David Oshinsky, director of the Division of Medical Humanities at NYU Langone Health, delivered the 2018 Kathryn and Paul Williamson Lecture entitled “Bellevue: Three Centuries of Medicine and Mayhem at America’s Most Storied Hospital” on April 24 to approximately 50 students, staff and faculty in the Commonwealth Honors College Events Hall.
Established in 2000 by Kathryn and Paul Williamson, the 2018 Williamson Lecture’s co-sponsors included the CHC, School of Public Health and Health Sciences, Department of History, College of Humanities and Fine Arts, College of Nursing and Institute for Applied Life Sciences.
Dean of CHC Gretchen Gerzina introduced Oshinsky.
“He has tackled some of the most important issues of the 20th century, and won a host of prestigious awards including the Pulitzer Prize in History, the Cartwright Prize, the Hoover Presidential Book Award [and] the Robert F. Kennedy Book Award.”
Oshinsky’s talk began by discussing the hospital’s presence in popular culture, notably as the destination of Kris Kringle in “Miracle on 34th Street,” the filming location of numerous scenes in “The Godfather” as well as consistent references in “Law and Order” and “Blue Bloods.”
“It’s much more than a psychiatric hospital; it’s this gigantic public hospital,” he said. “So, in New York City when a [police officer] is shot, it’s Bellevue; if a firefighter is overcome with smoke, it’s Bellevue; if a construction worker falls off a crane, it’s Bellevue.”
Since Bellevue doesn’t turn anyone away, it’s the ultimate safety net in New York City serving everyone. According to Oshinsky, it attracted and continues to attract the greatest physicians in the country.
Bellevue’s been involved in numerous historical incidents or at the forefront of technological advancement, according to Oshinsky.
On April 15, 1865, Dr. Charles A. Leale treated Abraham Lincoln immediately after the shooting in Ford Theatre. At the time, Bellevue had a medical school, from which Leale had recently graduated.

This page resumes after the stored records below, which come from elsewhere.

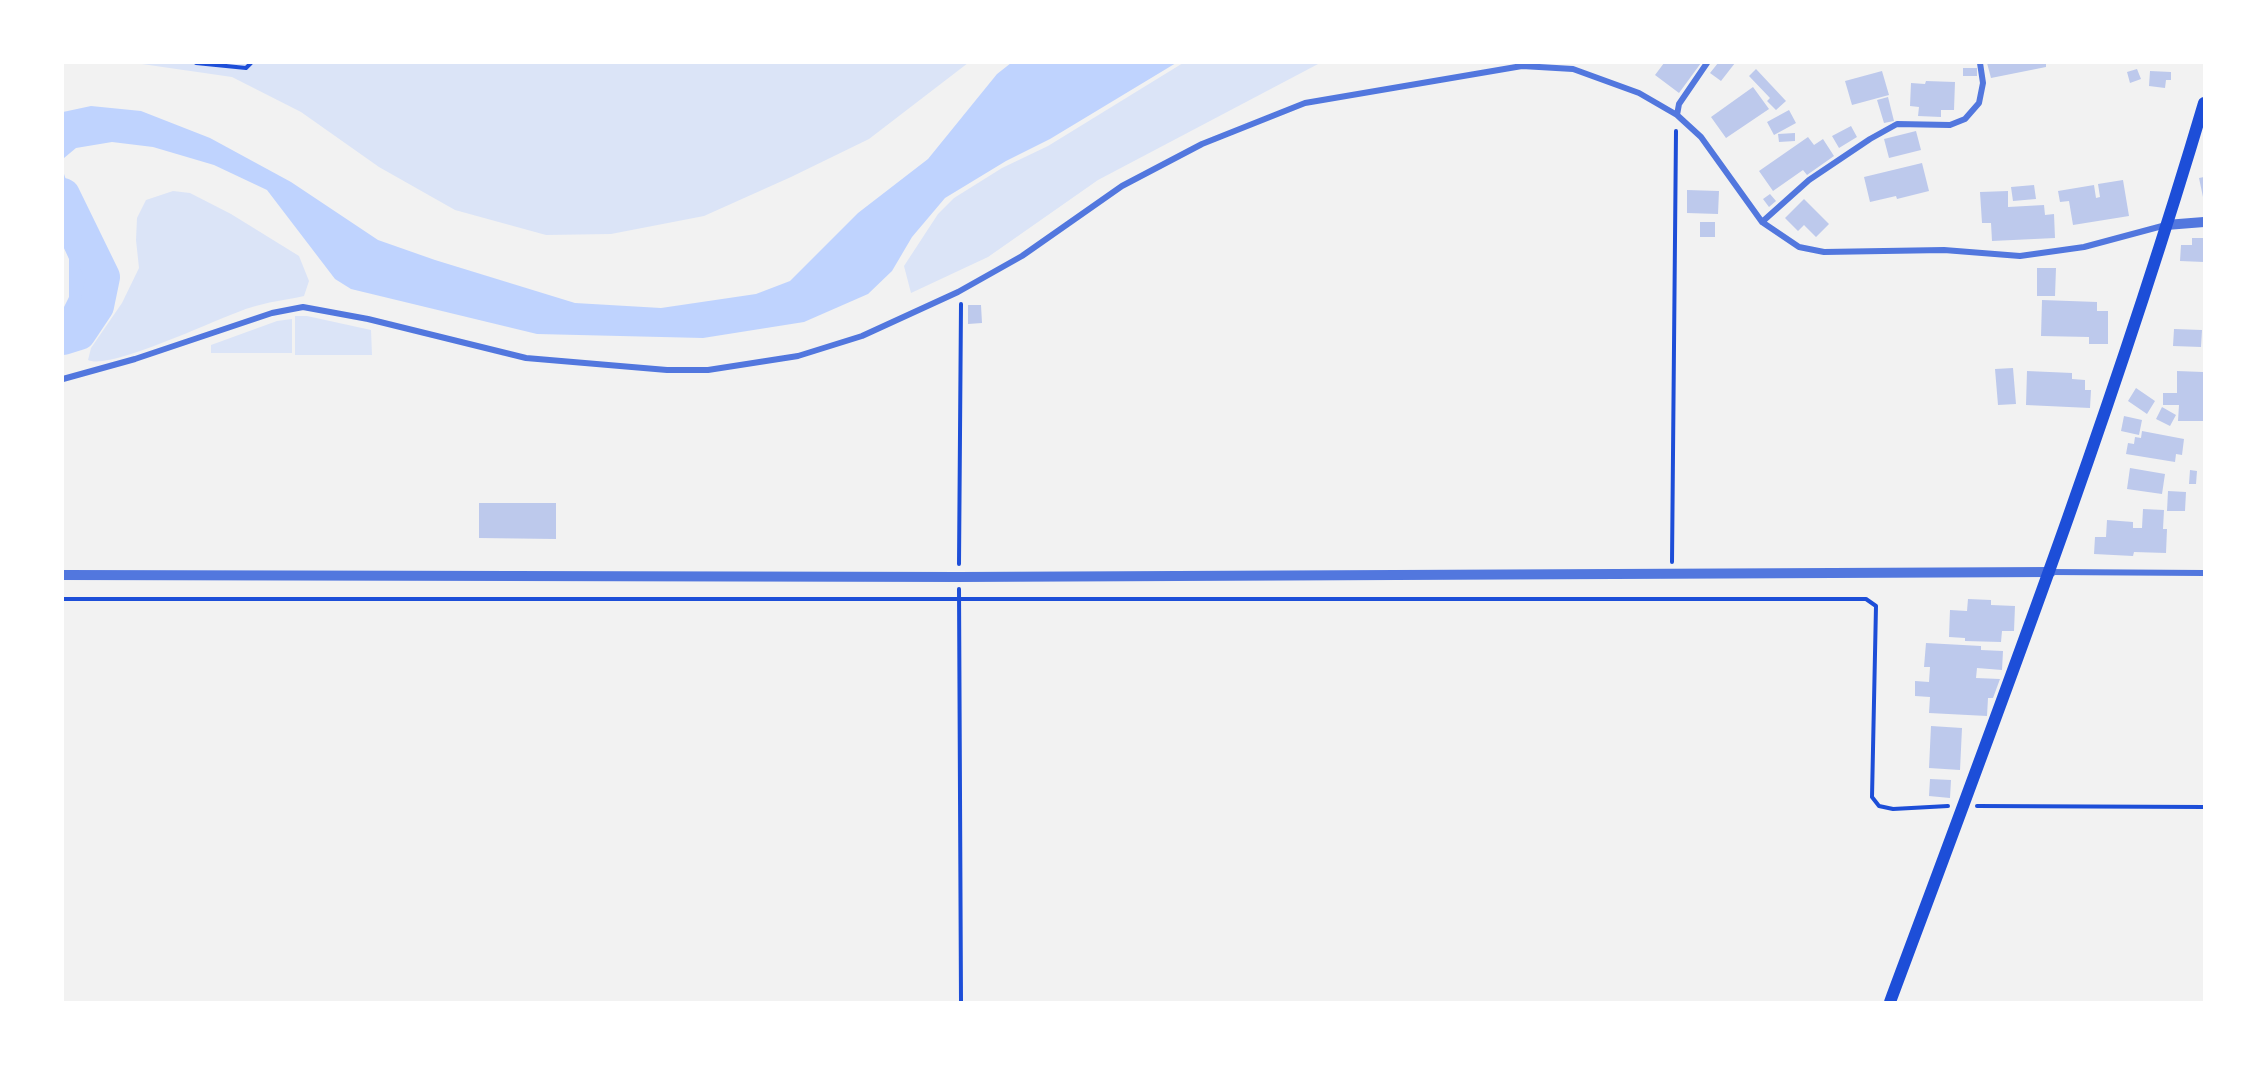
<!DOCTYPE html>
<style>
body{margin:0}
#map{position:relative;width:2267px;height:1065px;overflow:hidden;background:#f2f2f2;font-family:"PT Sans",sans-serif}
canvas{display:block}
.frame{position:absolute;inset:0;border:64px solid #fff;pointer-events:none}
</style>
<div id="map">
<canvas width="2267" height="1065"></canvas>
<div class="frame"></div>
</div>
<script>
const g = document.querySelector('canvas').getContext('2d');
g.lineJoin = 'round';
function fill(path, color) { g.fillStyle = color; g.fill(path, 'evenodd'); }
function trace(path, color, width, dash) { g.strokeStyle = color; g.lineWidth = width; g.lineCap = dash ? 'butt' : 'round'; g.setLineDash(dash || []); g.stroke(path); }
fill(new Path2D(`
 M 135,63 L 968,63 L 869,139 L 791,177 L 704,216 L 611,234 L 546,235 L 455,210 L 379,167 L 301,112 L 232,77 Z
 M 1183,63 L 1320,63 L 1098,180 L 988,257 L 911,293 L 904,266 L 938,214 L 954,198 L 1002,168 L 1048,146 Z
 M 173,191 L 190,193 L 231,214 L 299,256 L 309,281 L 304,296 C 286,300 267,302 249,308 C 220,317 110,371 88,360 L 91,348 L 122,303 L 139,268 L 136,240 L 137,218 L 146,200 Z
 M 295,316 L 307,316 L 371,330 L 372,355 L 295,355 Z
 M 292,319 L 292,353 L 211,353 L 211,345 L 277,321 Z`), '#dbe4f7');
fill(new Path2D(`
 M 1011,63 L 1176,63 L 1050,139 L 1006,161 L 945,198 L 912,237 L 892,271 L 868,294 L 804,322 L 703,338 L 537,334 L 351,289 L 335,279 L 267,190 L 214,165 L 153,147 L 112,142 L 76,148 L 64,158 L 63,171 L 98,274 L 98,311 L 76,338 L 63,342 L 63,309 L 69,297 L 69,259 L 63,246 L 63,112 L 91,106 L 141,111 L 210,138 L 291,182 L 378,240 L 435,260 L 575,303 L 661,308 L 756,294 L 790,281 L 858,213 L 928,159 L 997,74 Z`), '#bfd3fe');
trace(new Path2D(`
 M 63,195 L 103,277 L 97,306 L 79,333 L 63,338`), '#bfd3fe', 34);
fill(new Path2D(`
 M 1664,63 L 1701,63 L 1679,93 L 1655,75 Z
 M 1718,63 L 1735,63 L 1721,81 L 1710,73 Z
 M 1987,63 L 2046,63 L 2046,67 L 1991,78 Z
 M 1963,68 L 1977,68 L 1977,76 L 1963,76 Z
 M 1756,69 L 1786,101 L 1776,110 L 1767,101 L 1770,98 L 1749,76 Z
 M 2137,69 L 2141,79 L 2130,83 L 2127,72 Z
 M 1882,71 L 1889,95 L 1852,105 L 1845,81 Z
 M 2150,71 L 2171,72 L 2171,80 L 2166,80 L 2165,88 L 2149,86 Z
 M 1926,81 L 1955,82 L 1954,110 L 1941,110 L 1941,117 L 1918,116 L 1919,107 L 1910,106 L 1911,83 L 1925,84 Z
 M 1753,87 L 1769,109 L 1726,138 L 1711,117 Z
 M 1888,97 L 1894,121 L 1884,123 L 1877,100 Z
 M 1789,110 L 1796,123 L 1774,135 L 1767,122 Z
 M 1851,126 L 1857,137 L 1839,148 L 1832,136 Z
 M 1916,131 L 1921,150 L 1889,158 L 1884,139 Z
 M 1795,133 L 1795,141 L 1779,142 L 1778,134 Z
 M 1808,137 L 1814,145 L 1823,139 L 1834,156 L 1807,175 L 1803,170 L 1773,191 L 1759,171 Z
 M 1922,163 L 1929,191 L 1897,199 L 1896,196 L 1870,202 L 1864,177 Z
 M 2204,177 L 2204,197 L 2203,197 L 2199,178 Z
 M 2123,180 L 2129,216 L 2073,225 L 2069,201 L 2060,202 L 2058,191 L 2094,185 L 2096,198 L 2100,197 L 2098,184 Z
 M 2034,185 L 2036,199 L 2013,201 L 2011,187 Z
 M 1687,190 L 1719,191 L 1718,214 L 1687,213 Z
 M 2008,191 L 2008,207 L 2044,205 L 2045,215 L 2054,214 L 2055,238 L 1992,241 L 1991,223 L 1982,223 L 1980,192 Z
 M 1770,194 L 1776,201 L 1769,207 L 1763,199 Z
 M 1804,199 L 1829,224 L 1816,237 L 1804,225 L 1798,231 L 1785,218 Z
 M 1700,222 L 1715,222 L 1715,237 L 1700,237 Z
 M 2192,238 L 2204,238 L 2204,262 L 2180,261 L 2181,245 L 2192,245 Z
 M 2037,268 L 2056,268 L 2055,296 L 2037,296 Z
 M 2042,300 L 2097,302 L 2097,311 L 2108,311 L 2108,344 L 2089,344 L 2089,337 L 2041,336 Z
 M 968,305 L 981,305 L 982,323 L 968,324 Z
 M 2174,329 L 2202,330 L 2201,347 L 2173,346 Z
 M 2013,368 L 2016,404 L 1998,405 L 1995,369 Z
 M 2027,371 L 2072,373 L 2072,379 L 2085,380 L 2085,390 L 2091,390 L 2090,408 L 2026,405 Z
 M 2177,371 L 2203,372 L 2204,421 L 2178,421 L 2179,405 L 2163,405 L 2163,393 L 2177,393 Z
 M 2136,388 L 2155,401 L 2147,414 L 2128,401 Z
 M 2162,407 L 2176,415 L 2170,426 L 2156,419 Z
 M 2124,416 L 2142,420 L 2139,435 L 2121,431 Z
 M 2142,431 L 2184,439 L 2182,455 L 2176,454 L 2175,462 L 2126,454 L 2128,443 L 2134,444 L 2135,437 L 2141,438 Z
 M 2130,468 L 2165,474 L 2162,494 L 2127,489 Z
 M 2190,470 L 2197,471 L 2196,484 L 2189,484 Z
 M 2168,491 L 2186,492 L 2185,511 L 2167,511 Z
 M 479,503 L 556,503 L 556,539 L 479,538 Z
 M 2143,509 L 2164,510 L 2163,529 L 2167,529 L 2166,553 L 2134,552 L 2133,556 L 2094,554 L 2095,537 L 2106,537 L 2107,520 L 2133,522 L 2133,528 L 2142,528 Z
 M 1968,599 L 1991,600 L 1991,605 L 2015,606 L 2014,631 L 2002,631 L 2001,642 L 1965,641 L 1965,638 L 1949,637 L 1950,610 L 1967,611 Z
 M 1926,643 L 1981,646 L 1981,650 L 2003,651 L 2002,670 L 1977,668 L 1976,678 L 2000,679 L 1993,698 L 1988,698 L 1987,716 L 1929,713 L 1930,697 L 1915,696 L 1915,681 L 1929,682 L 1930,667 L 1924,667 Z
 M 1931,726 L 1962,728 L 1960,770 L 1929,768 Z
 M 1930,779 L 1951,780 L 1950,798 L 1929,796 Z`), '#bdc9ec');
trace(new Path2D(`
 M 196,63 L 246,68 L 251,63
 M 1672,562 L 1676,131
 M 959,564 L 961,304
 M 959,589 L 961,1002
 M 63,599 L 1866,599 L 1876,606 L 1872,797 L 1879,806 L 1893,809 L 1948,806
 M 1977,806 L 2204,807`), '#1d4ed8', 4);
trace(new Path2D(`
 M 1677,115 L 1679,104 L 1707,63
 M 1762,222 L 1809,180 L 1870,139 L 1897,124 L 1950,125 L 1965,119 L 1979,103 L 1983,83 L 1980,63
 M 63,379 L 135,359 L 272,313 L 303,307 L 368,319 L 526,358 L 667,370 L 708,370 L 798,356 L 862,336 L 958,292 L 1022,256 L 1122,186 L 1202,144 L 1305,103 L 1522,66 L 1573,69 L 1639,93 L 1677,115 L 1701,137 L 1762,222 L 1799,247 L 1824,252 L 1944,250 L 2020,256 L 2084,247 L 2166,225
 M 2051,572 L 2204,573`), '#5277de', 6);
trace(new Path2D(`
 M 2166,225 L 2204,222
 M 63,575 L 959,577 L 2051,572`), '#5277de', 10);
trace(new Path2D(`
 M 1890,1002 C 2001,704 2114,407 2204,103`), '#1d4ed8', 12);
</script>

Ulysses S. Grant’s throat cancer was diagnosed at Bellevue.
James A. Garfield’s physician following the assassination attempt came from Bellevue. According to Oshinsky, the two wounds Garfield suffered wouldn’t result in death today, but the surgeon from Bellevue didn’t treat Garfield with antiseptic medicine. It took about two months before Garfield died due to infection.
Grover Cleveland probably survived due to Garfield’s death. According to Oshinsky, Cleveland’s cancerous mass was removed from his mouth successfully in an entirely antiseptic operating room; Cleveland lived for another couple decades.
“Bellevue had…the first civilian ambulance corp. in the United States…the first nursing school in the United States based on Florence Nightingale methods…the first major morgue in the United States,” Oshinsky said.
“To my mind, the association between insanity and Bellevue Hospital began with this extraordinarily gutsy and sensational [Nellie Bly],” he said.
Bellevue Hospital played a pivotal role in the early 1980s fighting HIV/AIDS. Oshinsky said, “More AIDS patients were treated at Bellevue Hospital, and more AIDS patients died at Bellevue Hospital than any hospital in the country.”
Oshinsky described the hospital’s “low point” as the murder of Kathryn Hinnant, a 33-year-old pathologist. According to the New York Times article, “Doctor Is Beaten to Death in Her Bellevue Office,” the New York Police Department assigned 50 detectives to the investigation. According to Oshinsky, a homeless man living in a maintenance closet in the hospital killed Hinnant, who was pregnant at the time. After this, the hospital increased its security.
Just a few years ago, Hurricane Sandy struck New York City. “This was the biggest hurricane in the history of the Atlantic Ocean, and it hit…right in New York Harbor…There was the biggest storm surge anyone had ever seen, and the storm surge went right over the retaining wall at Bellevue…completely [flooding] out the first two floors of the hospital,” he said.
Oshinsky described the tremendous evacuation, the largest vertical evacuation of a hospital in the nation’s history, following Hurricane Sandy, in which every patient, except two who couldn’t be moved, were evacuated safely.
Amanda Siegel, an undecided, pre-medical freshman, decided to attend because the topic piqued her interest. Since Siegel’s from Westchester, just outside New York City, she jumped at the chance to hear about Bellevue, which she didn’t know anything about. After attending the talk, Siegel’s interested in potentially working at Bellevue someday.
“I’ll say finally, if I were hit by a car in New York City, Bellevue’s the place I want to go because they have the best level one trauma unit in the city, maybe the country,” Oshinsky said.